Still less do I mean the metahistorical theories of socio-cultural or economic change or return that define the timescapes of communism and fascism. By progress, I mean vague appeals to “the way the world is going” as the justification of all thought and action: the party’s manic enthusiasm for anything with its own trend-line — be it mass immigration, European integration, whatever.

Unable to look in any depth at the origins of these trend lines (in certain knowledge of finding something that doesn’t seem right “in the 21st century”), it is swept along by the torrent of events, even whilst it keeps up the façade of mastering historical change. Thus Labour continues to blunder down that long blind Blairite alleyway, unable to turn back or find an exit, whether led by an embalmed barrister from Holborn or an obscure yodeller from Islington.

From this fate, Tories are safe: that strange British crypto-conservatism, that somehow lives in history but outside time.

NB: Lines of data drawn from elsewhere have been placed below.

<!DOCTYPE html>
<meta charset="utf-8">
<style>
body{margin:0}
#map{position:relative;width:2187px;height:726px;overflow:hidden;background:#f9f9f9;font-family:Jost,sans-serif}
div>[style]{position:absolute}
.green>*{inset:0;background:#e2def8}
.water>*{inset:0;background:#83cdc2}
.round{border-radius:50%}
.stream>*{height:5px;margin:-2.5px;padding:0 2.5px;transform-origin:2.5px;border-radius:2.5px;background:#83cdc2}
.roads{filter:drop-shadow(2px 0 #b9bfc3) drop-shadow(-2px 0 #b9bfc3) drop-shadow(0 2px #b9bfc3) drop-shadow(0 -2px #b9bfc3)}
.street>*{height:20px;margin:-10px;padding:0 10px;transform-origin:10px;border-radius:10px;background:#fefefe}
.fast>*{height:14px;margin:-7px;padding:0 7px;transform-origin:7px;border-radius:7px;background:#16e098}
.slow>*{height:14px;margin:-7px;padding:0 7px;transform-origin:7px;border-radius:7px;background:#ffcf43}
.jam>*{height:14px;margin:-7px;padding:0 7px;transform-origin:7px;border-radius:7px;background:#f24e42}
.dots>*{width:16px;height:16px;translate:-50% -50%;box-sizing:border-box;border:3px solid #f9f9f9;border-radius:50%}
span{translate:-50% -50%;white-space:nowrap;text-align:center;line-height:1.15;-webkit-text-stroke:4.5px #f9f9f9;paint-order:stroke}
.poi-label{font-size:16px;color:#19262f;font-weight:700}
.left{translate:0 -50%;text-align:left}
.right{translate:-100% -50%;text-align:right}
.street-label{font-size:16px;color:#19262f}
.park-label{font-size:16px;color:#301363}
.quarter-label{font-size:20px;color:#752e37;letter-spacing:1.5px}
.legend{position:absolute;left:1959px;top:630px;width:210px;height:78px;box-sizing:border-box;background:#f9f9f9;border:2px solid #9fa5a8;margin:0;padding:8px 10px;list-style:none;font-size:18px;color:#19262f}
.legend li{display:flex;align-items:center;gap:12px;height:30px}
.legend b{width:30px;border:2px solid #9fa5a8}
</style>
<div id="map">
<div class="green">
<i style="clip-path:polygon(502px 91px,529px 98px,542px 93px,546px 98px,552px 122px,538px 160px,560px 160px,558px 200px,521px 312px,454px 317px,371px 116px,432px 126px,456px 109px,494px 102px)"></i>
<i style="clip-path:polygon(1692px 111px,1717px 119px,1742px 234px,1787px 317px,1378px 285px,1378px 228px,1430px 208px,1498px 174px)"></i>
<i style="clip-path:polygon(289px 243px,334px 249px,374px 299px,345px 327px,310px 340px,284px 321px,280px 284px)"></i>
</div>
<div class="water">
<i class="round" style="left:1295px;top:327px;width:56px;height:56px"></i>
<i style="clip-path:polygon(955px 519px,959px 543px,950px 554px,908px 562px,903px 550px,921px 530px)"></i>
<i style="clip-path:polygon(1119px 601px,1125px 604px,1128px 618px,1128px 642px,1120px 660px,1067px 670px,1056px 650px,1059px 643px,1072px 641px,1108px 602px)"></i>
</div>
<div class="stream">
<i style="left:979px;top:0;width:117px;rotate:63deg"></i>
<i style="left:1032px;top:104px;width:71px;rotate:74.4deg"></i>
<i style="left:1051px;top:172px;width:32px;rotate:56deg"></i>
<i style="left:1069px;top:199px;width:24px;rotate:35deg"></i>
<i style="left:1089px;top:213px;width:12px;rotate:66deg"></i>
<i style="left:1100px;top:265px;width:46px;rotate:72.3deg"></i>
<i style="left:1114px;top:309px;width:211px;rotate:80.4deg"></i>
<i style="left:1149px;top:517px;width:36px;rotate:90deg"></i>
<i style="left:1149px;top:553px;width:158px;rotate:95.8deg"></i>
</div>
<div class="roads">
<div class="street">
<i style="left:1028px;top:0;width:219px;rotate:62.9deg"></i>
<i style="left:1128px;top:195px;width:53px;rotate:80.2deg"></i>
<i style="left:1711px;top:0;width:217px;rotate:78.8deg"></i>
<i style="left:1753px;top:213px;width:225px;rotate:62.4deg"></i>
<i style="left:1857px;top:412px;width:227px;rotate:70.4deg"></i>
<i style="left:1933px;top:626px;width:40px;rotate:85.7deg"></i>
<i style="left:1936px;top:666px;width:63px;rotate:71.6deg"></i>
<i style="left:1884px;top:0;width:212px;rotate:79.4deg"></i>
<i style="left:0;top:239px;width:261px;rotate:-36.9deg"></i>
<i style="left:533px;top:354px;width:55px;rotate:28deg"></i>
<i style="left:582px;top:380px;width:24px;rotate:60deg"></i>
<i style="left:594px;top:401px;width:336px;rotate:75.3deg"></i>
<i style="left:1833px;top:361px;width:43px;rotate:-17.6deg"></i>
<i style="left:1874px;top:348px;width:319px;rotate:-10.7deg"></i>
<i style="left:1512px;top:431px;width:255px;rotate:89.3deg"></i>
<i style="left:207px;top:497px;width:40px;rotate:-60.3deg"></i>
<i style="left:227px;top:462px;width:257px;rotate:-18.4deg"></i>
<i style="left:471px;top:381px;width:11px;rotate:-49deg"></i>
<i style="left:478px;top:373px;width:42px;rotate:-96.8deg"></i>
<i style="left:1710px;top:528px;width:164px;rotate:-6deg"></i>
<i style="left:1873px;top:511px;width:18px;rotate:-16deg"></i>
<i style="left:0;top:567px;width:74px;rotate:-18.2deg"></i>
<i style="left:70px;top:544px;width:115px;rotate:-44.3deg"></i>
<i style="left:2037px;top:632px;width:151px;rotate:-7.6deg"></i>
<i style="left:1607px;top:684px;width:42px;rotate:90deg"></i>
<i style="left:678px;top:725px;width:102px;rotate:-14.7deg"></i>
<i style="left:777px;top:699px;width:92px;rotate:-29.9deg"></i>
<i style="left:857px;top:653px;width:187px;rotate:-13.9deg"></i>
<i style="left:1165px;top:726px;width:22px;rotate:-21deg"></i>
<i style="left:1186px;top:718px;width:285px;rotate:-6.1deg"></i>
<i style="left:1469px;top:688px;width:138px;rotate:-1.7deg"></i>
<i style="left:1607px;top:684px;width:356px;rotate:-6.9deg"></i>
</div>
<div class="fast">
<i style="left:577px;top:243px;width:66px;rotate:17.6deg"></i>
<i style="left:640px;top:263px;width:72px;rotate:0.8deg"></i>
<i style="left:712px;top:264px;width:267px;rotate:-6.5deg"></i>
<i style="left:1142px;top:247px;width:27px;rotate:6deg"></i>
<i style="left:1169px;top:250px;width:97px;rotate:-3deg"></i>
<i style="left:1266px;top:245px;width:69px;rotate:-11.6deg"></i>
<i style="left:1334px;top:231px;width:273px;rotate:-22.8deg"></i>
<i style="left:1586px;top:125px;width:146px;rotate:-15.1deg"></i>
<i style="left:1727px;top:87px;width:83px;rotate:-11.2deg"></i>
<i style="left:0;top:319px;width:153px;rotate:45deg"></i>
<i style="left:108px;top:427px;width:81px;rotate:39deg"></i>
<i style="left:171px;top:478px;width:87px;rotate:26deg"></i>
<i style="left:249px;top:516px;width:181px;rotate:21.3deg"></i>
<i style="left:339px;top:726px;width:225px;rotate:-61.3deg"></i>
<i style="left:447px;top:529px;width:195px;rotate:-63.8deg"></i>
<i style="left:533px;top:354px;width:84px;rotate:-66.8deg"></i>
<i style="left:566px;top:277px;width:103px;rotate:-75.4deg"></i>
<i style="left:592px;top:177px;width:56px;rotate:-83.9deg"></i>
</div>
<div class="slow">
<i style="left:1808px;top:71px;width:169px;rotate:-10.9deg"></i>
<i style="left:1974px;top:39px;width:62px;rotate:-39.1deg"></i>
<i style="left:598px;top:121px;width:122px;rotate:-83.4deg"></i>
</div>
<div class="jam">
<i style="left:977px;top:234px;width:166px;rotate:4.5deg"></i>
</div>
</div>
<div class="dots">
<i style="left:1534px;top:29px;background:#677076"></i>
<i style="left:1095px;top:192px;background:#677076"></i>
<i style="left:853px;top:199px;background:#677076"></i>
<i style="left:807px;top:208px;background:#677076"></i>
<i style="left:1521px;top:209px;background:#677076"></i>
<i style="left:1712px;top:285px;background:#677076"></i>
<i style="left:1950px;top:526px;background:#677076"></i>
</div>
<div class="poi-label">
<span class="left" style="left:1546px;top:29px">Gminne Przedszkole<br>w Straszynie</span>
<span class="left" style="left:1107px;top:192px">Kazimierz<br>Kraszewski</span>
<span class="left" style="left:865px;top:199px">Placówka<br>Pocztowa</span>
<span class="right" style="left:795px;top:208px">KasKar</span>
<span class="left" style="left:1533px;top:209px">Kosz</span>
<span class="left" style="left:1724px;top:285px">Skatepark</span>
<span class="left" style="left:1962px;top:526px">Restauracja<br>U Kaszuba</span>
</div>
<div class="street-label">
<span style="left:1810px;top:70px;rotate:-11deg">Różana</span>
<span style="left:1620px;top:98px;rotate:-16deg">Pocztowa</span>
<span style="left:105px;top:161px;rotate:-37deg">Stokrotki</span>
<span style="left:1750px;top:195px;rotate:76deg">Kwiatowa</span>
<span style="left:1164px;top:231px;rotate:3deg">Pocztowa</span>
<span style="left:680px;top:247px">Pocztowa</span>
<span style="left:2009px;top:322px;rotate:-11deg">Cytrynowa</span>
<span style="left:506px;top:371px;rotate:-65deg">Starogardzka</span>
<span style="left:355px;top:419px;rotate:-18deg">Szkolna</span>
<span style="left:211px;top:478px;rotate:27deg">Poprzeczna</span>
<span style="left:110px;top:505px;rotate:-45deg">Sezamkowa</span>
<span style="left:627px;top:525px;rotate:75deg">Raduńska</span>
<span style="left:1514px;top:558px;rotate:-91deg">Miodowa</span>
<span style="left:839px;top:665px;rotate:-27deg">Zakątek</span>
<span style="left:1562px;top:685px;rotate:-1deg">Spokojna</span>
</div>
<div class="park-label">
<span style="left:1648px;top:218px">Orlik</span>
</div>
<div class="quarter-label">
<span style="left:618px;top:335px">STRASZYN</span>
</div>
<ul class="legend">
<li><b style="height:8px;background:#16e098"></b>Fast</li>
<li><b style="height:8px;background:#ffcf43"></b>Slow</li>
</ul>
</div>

Its last prophet, no less weirdly, was the greatest modernist poet:

… what there is to conquer
by strength and submission, has already been discovered
Once or twice, or several times, by men whom one cannot hope
To emulate — but there is no competition —
There is only the fight to recover what has been lost
And found and lost again and again: and now, under conditions
That seem unpropitious. But perhaps neither gain nor loss.
For us, there is only the trying. The rest is not our business.

Sometimes (now) this lack of easy anchorage produces breathtaking weakness. But it also makes the Tory spirit difficult to kill — and in defeat, the intellectual arsenal for its renewal is immeasurably greater.